‘John Wayne Is Big Leggy’ – Haysi Fantayzee
TEN YEARS OF THATCH. CAR-IKEY!
APART FROM THAT, THOUGH: ACE! ACE! ACE!
On Monday, I’m going on BBC Radio Norfolk with Tracey Joyce (‘LOLA’) to talk about THE CHINESE PLAY. That’ll be fantastic!
Not only that, though…
Well, today, I didn’t go into College, as I didn’t feel too well, but, by God, the weather’s lovely.
Anyway, I rang the Fenland Advertiser and they’re really interested in covering the play. I’ve got to contact them tomorrow. I also rang the Wisbech Standard and they’ve taken loads ‘n’ loads ‘n’ reams of information from me about the play, about me, and home, family, Flash, etc. And then there’s the Lynn News + Advertiser (who took photos yesterday) who rang to speak to me. John Hird – the ‘main man’ for this type of thing – rang and we had a chat. He’ll put something in as soon as poss + he wants to arrange a meeting with me tomorrow so we can have lunch or something (God knows what!) and he can get some pictures of me and run a feature!
‘On Returning’ – Wire
The air + the world of Ritcherd J Winterfood is so hot beneath this intense weather. It’s gorgeous.
The Wisbech Standard rang back to double check all their spellings with me. I assume they’ll be printing a little something this Friday. I’m pleased.
I have some funny dreams…
Last nite, I dreamt I was watching a theatre company perform a play for all the college groups in Wetlands High School gym! I nipped off to collect a prop from the College Dance Studio (illogically above Wetlands’ gym), and as I entered, I realised all our clothes had been covered in toys and comics. Suddenly, in walked a class of learning disabled children, all laughing at each other, mocking each other for not being able to read or write (?!). I eventually left with a piece of paper + returned to the gym where the actors had finished and were giving a post-show talk to the drama groups. One of them was attempting to explain the difficulties of pitching certain words or syllables – which sounded so stupid! – and Daniel Abbott was correcting almost every word spoken, which really amused me.

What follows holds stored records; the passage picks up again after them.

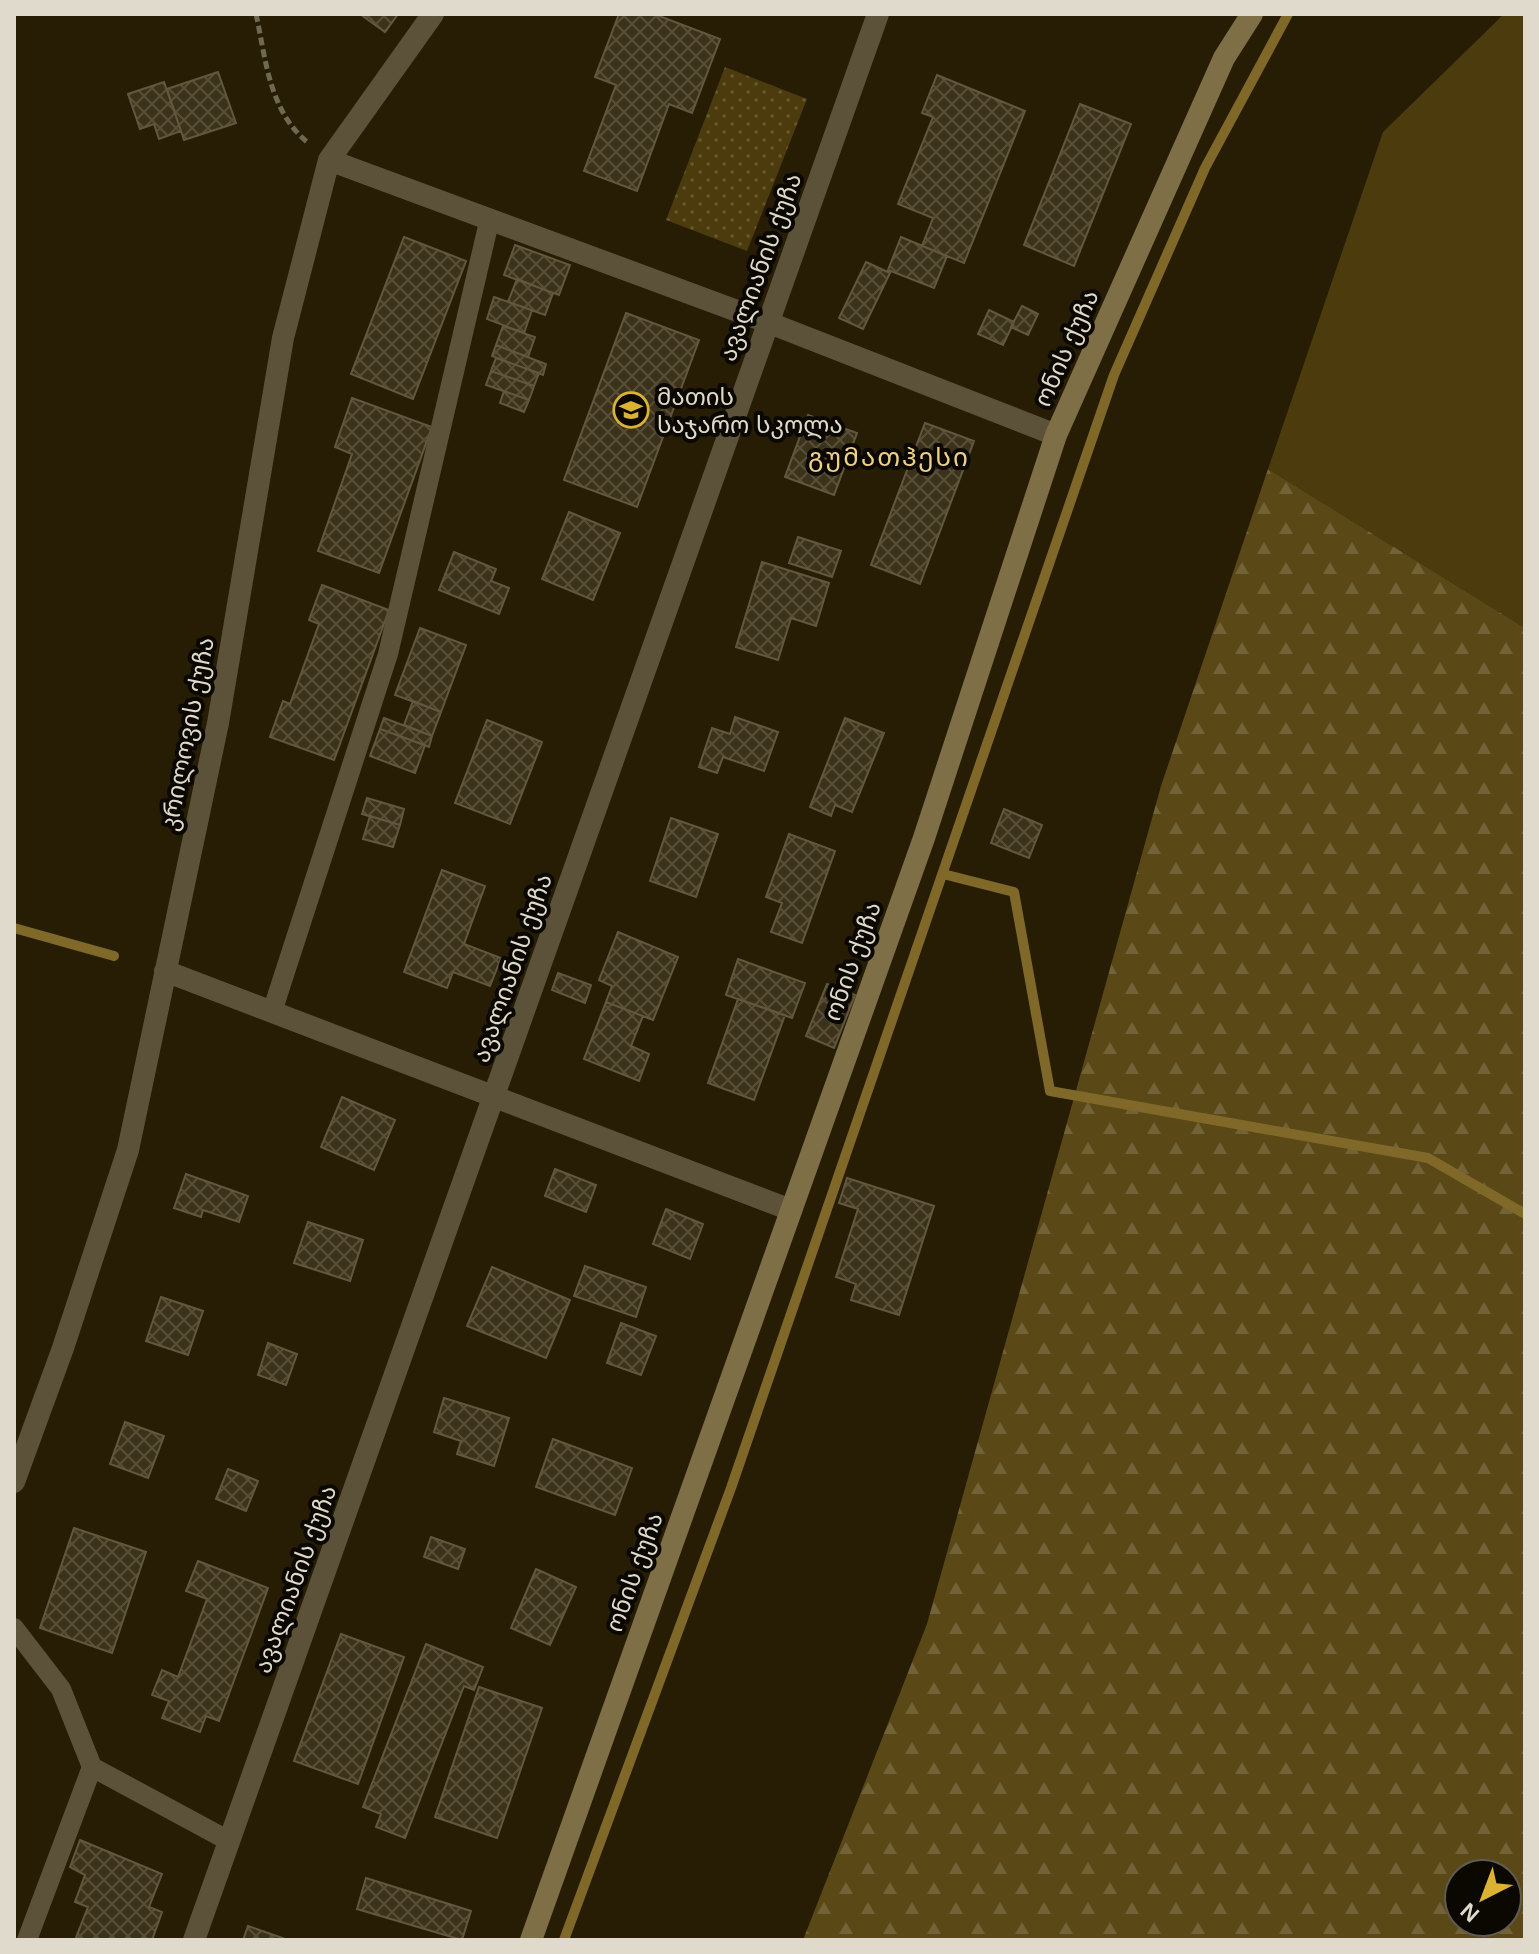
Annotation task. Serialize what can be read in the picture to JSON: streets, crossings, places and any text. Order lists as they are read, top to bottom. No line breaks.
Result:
{"streets":{"main road":["ონის ქუჩა"],"street":["ავალიანის ქუჩა","კრილოვის ქუჩა"]},"districts":["გუმათჰესი"],"places":{"school or university":["მათის საჯარო სკოლა"]},"north":"bottom left"}
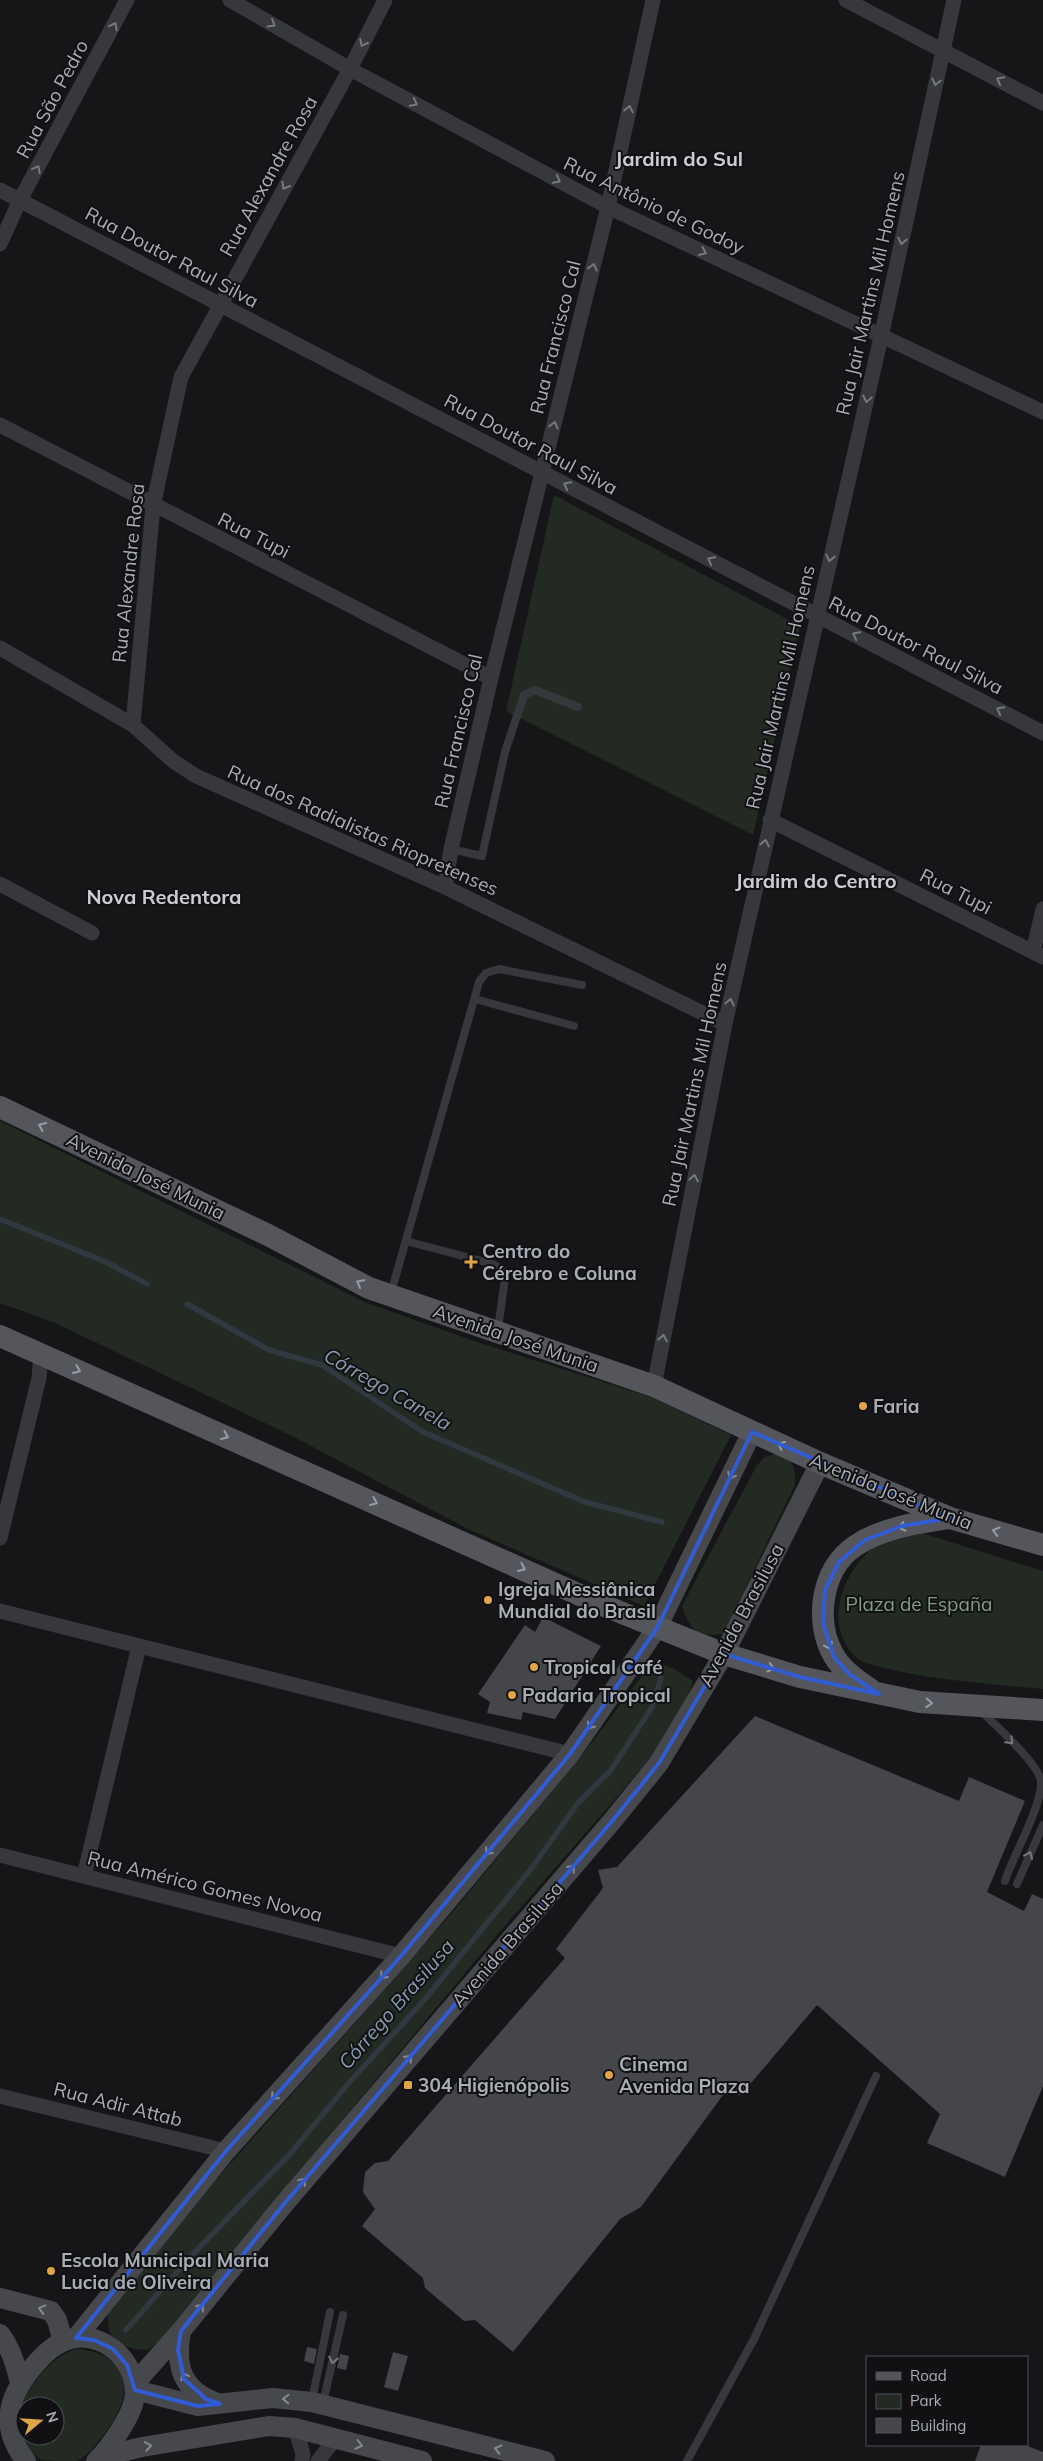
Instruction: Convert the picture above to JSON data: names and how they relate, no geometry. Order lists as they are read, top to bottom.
{
  "streets": {
    "main road": ["Avenida José Munia", "Avenida Brasilusa"],
    "street": [
      "Rua São Pedro",
      "Rua Alexandre Rosa",
      "Rua Antônio de Godoy",
      "Rua Doutor Raul Silva",
      "Rua Jair Martins Mil Homens",
      "Rua Francisco Cal",
      "Rua Tupi",
      "Rua dos Radialistas Riopretenses",
      "Rua Américo Gomes Novoa",
      "Rua Adir Attab"
    ]
  },
  "crossings": [
    ["Rua São Pedro", "Rua Doutor Raul Silva"],
    ["Rua Alexandre Rosa", "Rua Antônio de Godoy"],
    ["Rua Alexandre Rosa", "Rua Doutor Raul Silva"],
    ["Rua Alexandre Rosa", "Rua Tupi"],
    ["Rua Alexandre Rosa", "Rua dos Radialistas Riopretenses"],
    ["Rua Antônio de Godoy", "Rua Jair Martins Mil Homens"],
    ["Rua Antônio de Godoy", "Rua Francisco Cal"],
    ["Rua Doutor Raul Silva", "Rua Jair Martins Mil Homens"],
    ["Rua Doutor Raul Silva", "Rua Francisco Cal"],
    ["Rua Jair Martins Mil Homens", "Rua Tupi"],
    ["Rua Jair Martins Mil Homens", "Rua dos Radialistas Riopretenses"],
    ["Rua Jair Martins Mil Homens", "Avenida José Munia"],
    ["Rua Francisco Cal", "Rua Tupi"],
    ["Rua Francisco Cal", "Rua dos Radialistas Riopretenses"],
    ["Avenida José Munia", "Avenida Brasilusa"]
  ],
  "one_way": [
    "Rua São Pedro",
    "Rua Alexandre Rosa",
    "Rua Antônio de Godoy",
    "Rua Doutor Raul Silva",
    "Rua Francisco Cal"
  ],
  "districts": ["Jardim do Sul", "Jardim do Centro", "Nova Redentora"],
  "water": ["Córrego Canela", "Córrego Brasilusa"],
  "parks": ["Plaza de España"],
  "places": {
    "health": ["Centro do Cérebro e Coluna"],
    "other": [
      "Faria",
      "Igreja Messiânica Mundial do Brasil",
      "Tropical Café",
      "Padaria Tropical",
      "Cinema Avenida Plaza",
      "Escola Municipal Maria Lucia de Oliveira"
    ],
    "transit": ["304 Higienópolis"]
  },
  "legend": ["Road", "Park", "Building"],
  "north": "right"
}
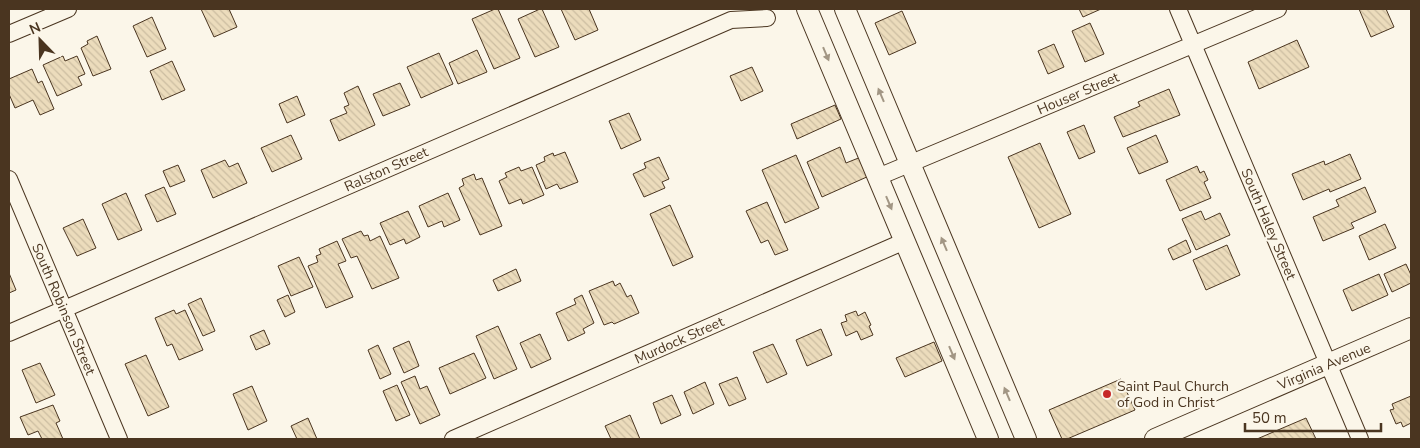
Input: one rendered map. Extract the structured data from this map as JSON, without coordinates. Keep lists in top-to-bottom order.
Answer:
{
  "streets": {
    "street": [
      "Houser Street",
      "Ralston Street",
      "South Haley Street",
      "South Robinson Street",
      "Murdock Street",
      "Virginia Avenue"
    ]
  },
  "crossings": [
    ["Houser Street", "South Haley Street"],
    ["Ralston Street", "South Robinson Street"],
    ["South Haley Street", "Virginia Avenue"]
  ],
  "places": ["Saint Paul Church of God in Christ"],
  "scale_bar": "50 m",
  "north": "top left"
}
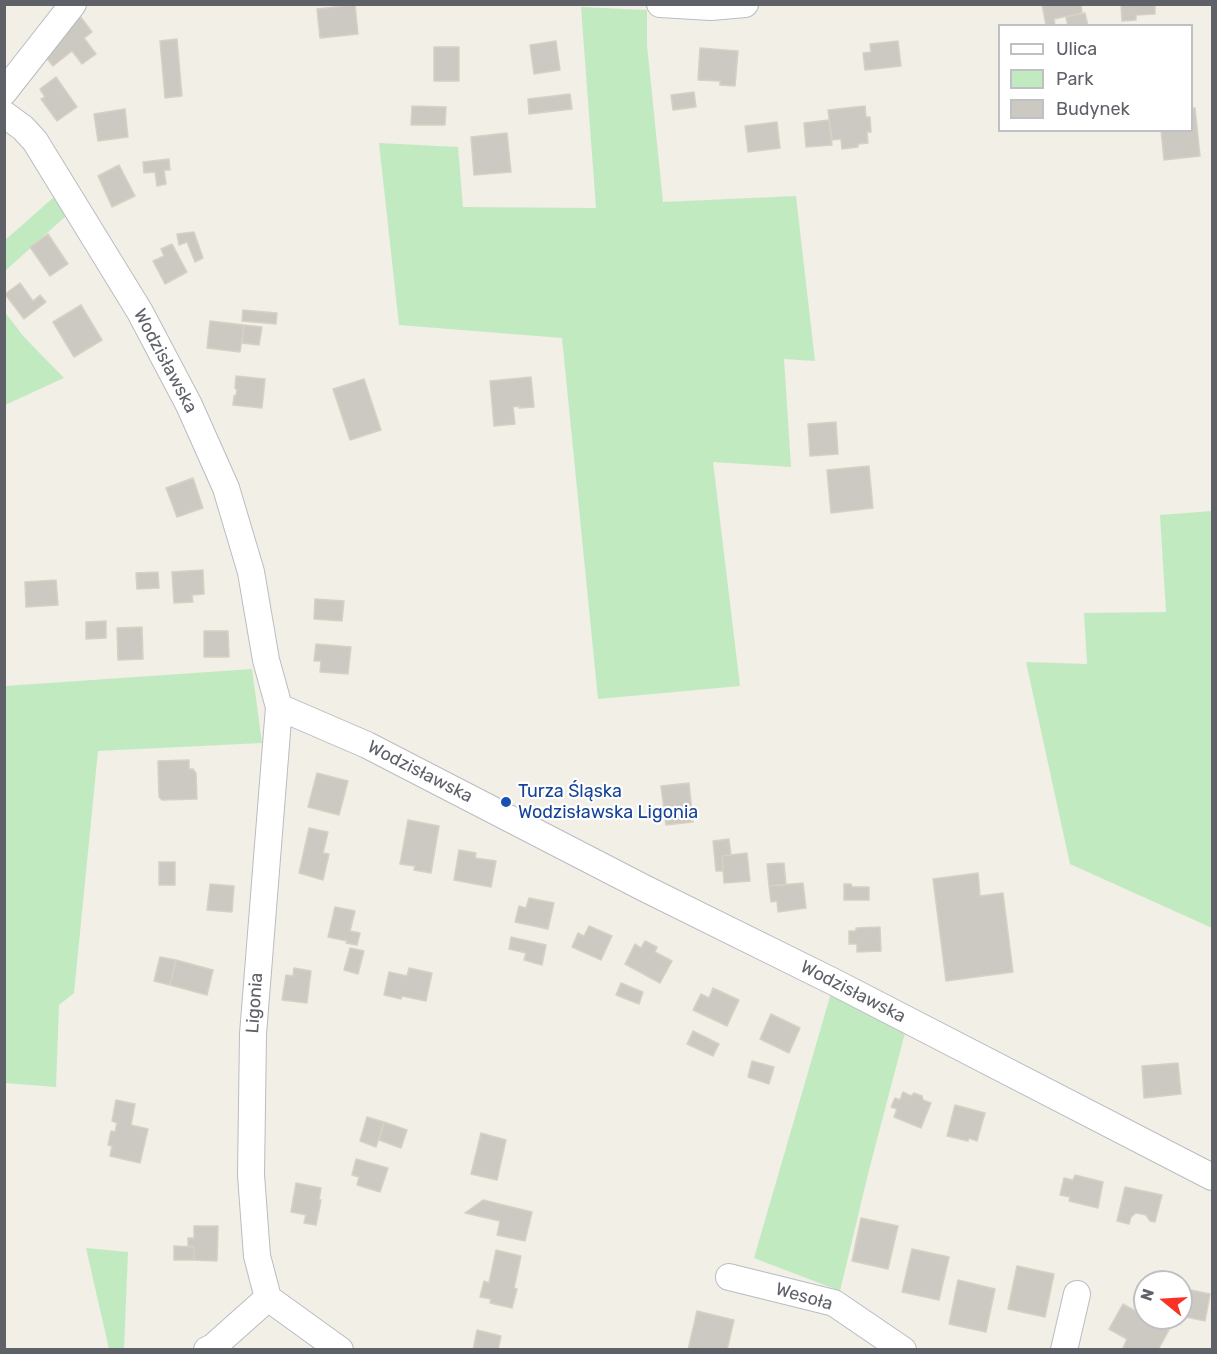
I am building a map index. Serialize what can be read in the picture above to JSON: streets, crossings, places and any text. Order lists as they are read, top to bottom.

I also dreamt something based around a TV series somewhat akin to The Monocled Mutineer with a hefty dose of The Rainbow mixed in. I was watching it on TV, and it was fantastic: about a young man adjusting to life after the First World War. It was set in Cambridgeshire in the 1920s and dealt with his life, desires, loves and his mysterious ancestry. The main focus was a poem he had been sent by an unknown female and the memories of a mother he had always been told had died during his birth.
Suddenly, the show – starring Paul McGann + Martin Wenner – turned into a documentary about the making of the show and its writer, who, obsessed by his creations lives out the lives of his characters. It showed him in his ‘20s clothes, driving an old automobile; next thing, I am actually sitting with him in the passenger seat, driving around ‘80s Cambridge, visiting the locations of the ‘20s clubs written about in the series, and to the colleges where much of the show takes place. All the while we were discussing + talking about the programme + the true stories it was based on. As things progressed, he told me about the final half of the series which takes place in the Yorkshire Dales, where the main character is born + lives before the Great War + his subsequent move to Cambridge. And as we drive, Cambridge moves away and I am watching the end of the show on TV once again, at Gran + Granddad Winterfood’s Majorcan apartment (as if!). On the table is the Majorcan equivalent of the Daily Mirror (Eurgh!), hailing the TV series as a ‘classic’. Then, the show comes on again – as my Granddad goes out – and I start crying as the final moments of the final episode slowly wind up the series, but then I am actually there in the show! The main character is now dead and his ghost walks along a Yorkshire hillside, dressed in military uniform and waving distantly at a large woman who is crying as she scrubs her doorstep. A beautiful voice recites the poem once again, as if from nowhere, and the meaning of the poem becomes clear. The woman cries a single tear as she looks to the empty hillside, where the ghostly figure has now disappeared. She is his mother.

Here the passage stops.